*WHAT IS REQUIRED*
Give the lines of the material verbatim, from the first line to the line with "position:relative; width:1670px; height:1339px;", including both.

════════════════════

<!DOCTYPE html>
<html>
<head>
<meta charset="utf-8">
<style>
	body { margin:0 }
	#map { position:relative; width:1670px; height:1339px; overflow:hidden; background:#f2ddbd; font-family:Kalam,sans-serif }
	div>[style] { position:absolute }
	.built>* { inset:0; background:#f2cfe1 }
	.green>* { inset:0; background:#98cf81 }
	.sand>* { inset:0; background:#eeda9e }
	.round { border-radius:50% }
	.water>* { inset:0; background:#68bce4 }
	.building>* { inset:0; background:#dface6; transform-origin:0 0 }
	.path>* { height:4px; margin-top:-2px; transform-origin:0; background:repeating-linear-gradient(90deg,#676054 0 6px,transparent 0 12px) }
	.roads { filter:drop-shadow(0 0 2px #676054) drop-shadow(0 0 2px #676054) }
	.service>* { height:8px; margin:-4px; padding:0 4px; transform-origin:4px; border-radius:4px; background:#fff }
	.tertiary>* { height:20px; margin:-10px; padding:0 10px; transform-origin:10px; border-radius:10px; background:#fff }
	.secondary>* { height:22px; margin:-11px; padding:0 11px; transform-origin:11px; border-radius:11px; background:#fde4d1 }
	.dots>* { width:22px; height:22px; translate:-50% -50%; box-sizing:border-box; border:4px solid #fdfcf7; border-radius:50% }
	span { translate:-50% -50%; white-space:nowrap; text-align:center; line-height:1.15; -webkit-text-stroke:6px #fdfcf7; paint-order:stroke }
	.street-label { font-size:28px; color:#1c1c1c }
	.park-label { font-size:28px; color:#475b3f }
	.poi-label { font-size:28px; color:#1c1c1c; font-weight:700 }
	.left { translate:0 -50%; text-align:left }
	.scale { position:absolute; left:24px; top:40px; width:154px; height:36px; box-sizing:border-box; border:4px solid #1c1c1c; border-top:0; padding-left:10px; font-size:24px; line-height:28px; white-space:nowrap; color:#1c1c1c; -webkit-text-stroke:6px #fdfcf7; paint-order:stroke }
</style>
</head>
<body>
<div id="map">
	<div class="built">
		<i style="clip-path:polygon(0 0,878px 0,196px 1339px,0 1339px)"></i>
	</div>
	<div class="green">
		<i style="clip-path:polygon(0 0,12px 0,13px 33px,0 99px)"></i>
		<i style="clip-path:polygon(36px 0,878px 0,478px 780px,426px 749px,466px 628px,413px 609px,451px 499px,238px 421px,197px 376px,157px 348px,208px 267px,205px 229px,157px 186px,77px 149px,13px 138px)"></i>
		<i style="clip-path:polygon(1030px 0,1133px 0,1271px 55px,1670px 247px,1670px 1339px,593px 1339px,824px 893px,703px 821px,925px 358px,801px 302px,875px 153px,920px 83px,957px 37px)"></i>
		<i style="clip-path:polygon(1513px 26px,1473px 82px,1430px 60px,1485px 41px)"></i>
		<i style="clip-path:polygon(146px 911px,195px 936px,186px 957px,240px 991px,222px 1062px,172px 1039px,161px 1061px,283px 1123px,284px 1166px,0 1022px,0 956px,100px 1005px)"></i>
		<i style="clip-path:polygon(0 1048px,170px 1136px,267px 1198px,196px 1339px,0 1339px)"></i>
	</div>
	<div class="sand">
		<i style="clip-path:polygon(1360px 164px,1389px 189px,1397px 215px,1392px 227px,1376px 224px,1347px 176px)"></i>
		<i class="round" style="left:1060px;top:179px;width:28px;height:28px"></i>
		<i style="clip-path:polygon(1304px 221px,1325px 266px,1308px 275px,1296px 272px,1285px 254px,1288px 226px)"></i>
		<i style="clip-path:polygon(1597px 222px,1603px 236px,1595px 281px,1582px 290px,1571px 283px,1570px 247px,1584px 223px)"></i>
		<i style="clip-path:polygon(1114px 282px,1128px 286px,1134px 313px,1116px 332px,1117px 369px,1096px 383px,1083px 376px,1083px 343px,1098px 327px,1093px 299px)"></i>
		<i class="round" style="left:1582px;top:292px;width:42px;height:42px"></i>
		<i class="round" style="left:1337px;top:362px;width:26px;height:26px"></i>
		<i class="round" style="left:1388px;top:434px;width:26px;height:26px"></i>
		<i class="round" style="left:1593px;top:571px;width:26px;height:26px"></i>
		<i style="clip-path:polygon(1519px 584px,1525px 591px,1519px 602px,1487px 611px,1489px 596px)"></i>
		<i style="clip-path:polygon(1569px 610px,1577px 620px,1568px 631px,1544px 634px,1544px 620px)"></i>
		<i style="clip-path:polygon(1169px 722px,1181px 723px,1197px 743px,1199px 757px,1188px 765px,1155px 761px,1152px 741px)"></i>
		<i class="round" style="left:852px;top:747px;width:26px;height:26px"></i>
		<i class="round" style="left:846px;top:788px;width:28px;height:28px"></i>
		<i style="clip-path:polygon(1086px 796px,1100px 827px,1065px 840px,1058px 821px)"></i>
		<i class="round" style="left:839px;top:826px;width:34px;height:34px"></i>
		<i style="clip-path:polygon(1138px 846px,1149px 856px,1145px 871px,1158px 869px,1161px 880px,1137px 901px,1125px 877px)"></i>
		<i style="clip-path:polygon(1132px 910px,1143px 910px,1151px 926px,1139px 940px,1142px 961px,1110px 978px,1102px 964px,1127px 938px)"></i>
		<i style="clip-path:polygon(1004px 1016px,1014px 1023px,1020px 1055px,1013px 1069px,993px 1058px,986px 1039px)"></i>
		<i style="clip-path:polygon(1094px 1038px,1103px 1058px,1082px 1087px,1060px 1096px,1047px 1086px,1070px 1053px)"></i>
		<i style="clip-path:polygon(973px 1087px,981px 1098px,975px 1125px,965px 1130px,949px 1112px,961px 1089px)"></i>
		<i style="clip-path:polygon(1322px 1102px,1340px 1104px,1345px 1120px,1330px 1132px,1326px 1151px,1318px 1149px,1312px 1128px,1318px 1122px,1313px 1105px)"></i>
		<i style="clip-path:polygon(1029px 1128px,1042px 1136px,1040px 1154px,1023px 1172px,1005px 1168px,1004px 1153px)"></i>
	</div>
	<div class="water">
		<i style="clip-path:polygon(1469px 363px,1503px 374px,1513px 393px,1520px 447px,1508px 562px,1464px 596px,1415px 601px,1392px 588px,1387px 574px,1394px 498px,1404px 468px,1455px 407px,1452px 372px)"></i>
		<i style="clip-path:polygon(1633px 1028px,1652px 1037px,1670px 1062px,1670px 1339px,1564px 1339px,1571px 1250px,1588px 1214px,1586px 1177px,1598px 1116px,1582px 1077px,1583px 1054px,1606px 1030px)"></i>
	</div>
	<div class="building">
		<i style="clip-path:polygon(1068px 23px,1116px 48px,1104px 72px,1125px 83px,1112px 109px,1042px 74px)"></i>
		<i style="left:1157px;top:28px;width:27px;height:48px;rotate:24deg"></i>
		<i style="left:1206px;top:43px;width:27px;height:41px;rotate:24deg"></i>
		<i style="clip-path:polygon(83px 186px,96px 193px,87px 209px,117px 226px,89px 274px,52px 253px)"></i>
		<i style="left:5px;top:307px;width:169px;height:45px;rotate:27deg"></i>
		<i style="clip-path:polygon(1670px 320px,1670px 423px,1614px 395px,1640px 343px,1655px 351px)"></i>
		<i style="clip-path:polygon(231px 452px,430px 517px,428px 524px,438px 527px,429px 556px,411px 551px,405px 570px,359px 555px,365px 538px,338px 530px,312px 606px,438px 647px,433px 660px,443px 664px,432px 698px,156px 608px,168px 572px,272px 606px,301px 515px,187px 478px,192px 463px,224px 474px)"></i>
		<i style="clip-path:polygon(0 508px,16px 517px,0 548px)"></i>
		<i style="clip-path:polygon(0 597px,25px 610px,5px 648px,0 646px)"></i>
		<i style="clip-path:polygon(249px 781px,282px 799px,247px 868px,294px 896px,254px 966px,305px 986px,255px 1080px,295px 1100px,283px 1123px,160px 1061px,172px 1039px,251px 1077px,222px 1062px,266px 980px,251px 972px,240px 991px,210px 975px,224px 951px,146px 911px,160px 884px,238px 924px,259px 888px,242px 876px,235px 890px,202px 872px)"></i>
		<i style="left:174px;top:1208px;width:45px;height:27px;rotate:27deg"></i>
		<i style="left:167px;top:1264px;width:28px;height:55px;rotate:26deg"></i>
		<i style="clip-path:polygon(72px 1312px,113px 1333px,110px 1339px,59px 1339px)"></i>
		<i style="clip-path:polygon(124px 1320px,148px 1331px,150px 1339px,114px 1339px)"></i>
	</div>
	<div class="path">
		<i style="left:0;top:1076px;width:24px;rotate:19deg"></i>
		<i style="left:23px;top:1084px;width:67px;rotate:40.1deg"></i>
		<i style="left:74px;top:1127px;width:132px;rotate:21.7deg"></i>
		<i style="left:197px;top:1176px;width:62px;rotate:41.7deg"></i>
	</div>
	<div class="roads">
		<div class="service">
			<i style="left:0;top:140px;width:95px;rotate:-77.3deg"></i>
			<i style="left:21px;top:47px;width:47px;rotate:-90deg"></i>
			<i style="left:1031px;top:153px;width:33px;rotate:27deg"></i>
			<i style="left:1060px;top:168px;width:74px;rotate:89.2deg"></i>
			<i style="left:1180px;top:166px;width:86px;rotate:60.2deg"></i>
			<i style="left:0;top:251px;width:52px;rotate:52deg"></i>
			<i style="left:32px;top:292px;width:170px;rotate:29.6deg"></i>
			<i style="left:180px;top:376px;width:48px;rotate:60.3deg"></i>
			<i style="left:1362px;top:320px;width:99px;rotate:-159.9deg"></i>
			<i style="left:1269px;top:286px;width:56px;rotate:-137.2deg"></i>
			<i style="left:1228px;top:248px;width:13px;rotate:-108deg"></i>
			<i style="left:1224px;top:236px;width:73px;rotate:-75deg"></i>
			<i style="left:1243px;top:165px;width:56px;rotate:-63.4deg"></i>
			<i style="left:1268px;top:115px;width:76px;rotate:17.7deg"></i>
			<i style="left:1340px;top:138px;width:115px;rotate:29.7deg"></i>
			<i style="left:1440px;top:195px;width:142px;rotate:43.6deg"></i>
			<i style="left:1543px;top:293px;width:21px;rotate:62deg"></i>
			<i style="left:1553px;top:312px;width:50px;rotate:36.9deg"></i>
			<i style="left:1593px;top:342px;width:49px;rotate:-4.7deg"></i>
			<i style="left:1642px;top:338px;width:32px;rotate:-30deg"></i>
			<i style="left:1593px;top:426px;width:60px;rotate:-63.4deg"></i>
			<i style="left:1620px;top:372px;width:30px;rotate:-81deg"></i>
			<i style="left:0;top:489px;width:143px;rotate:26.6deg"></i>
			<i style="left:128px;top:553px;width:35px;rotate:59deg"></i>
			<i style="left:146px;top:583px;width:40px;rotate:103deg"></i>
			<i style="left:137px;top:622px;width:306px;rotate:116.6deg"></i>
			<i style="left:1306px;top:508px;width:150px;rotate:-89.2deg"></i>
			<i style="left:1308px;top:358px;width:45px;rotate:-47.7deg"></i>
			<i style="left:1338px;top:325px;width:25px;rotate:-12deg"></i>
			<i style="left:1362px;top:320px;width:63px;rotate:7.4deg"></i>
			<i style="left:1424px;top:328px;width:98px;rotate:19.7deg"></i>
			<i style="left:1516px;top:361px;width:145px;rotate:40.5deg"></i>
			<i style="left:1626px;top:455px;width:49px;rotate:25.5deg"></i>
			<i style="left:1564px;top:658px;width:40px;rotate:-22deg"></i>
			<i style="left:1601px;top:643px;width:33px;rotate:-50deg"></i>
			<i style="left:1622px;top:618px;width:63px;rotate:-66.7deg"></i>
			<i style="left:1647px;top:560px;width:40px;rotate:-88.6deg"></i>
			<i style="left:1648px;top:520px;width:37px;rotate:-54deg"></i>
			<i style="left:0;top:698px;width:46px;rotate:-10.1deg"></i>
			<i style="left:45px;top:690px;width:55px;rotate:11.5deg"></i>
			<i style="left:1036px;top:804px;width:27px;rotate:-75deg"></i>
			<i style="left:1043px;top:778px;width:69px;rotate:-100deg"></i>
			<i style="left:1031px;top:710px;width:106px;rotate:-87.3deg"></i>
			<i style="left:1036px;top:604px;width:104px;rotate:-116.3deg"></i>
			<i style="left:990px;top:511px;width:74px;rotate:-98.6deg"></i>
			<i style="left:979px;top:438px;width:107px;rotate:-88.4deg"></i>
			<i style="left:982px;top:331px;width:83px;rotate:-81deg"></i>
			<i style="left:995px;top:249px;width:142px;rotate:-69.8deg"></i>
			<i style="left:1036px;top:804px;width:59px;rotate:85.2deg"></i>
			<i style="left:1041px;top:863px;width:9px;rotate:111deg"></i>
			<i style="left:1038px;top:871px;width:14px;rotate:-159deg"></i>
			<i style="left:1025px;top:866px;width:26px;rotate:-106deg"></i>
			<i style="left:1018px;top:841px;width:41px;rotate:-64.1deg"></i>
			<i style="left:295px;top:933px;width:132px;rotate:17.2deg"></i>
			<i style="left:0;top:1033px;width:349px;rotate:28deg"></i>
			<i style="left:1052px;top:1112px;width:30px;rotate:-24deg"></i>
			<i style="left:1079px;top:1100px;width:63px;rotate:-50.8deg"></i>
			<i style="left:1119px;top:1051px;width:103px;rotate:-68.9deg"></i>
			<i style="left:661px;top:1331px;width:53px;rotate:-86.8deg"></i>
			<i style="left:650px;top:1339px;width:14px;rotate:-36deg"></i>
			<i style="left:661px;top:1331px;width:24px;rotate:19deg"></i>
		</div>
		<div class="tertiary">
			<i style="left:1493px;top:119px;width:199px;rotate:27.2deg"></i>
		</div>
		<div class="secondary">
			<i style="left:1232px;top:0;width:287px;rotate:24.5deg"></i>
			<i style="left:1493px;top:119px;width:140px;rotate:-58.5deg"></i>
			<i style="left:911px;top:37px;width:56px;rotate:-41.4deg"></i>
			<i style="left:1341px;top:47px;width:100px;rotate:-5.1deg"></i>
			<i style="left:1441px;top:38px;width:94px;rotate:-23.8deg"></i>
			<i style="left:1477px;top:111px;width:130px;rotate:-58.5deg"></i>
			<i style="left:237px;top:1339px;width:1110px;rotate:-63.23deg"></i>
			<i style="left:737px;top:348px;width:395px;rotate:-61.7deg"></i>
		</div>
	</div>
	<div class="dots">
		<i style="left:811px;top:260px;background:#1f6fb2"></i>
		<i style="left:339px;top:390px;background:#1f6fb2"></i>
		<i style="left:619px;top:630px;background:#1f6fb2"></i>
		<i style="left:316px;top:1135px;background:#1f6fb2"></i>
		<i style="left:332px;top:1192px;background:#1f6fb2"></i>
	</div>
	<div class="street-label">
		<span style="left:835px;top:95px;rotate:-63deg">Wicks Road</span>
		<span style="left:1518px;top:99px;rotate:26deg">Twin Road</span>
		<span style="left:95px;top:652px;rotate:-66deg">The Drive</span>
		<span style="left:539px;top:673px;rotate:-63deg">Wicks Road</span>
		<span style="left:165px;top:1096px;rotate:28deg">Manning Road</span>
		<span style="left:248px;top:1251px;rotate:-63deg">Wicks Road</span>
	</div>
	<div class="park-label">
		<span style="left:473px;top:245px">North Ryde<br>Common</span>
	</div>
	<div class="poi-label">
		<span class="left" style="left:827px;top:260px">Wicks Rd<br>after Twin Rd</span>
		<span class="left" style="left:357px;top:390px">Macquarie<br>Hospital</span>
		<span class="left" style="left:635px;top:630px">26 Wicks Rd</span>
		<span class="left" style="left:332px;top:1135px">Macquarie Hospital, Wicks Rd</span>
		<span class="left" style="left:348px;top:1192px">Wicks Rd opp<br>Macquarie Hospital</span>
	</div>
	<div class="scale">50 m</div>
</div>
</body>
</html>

════════════════════

*SOLUTION TO THIS PROBLEM*
<!DOCTYPE html>
<html>
<head>
<meta charset="utf-8">
<style>
	body { margin:0 }
	#map { position:relative; width:1670px; height:1339px; overflow:hidden; background:#f2ddbd; font-family:Kalam,sans-serif }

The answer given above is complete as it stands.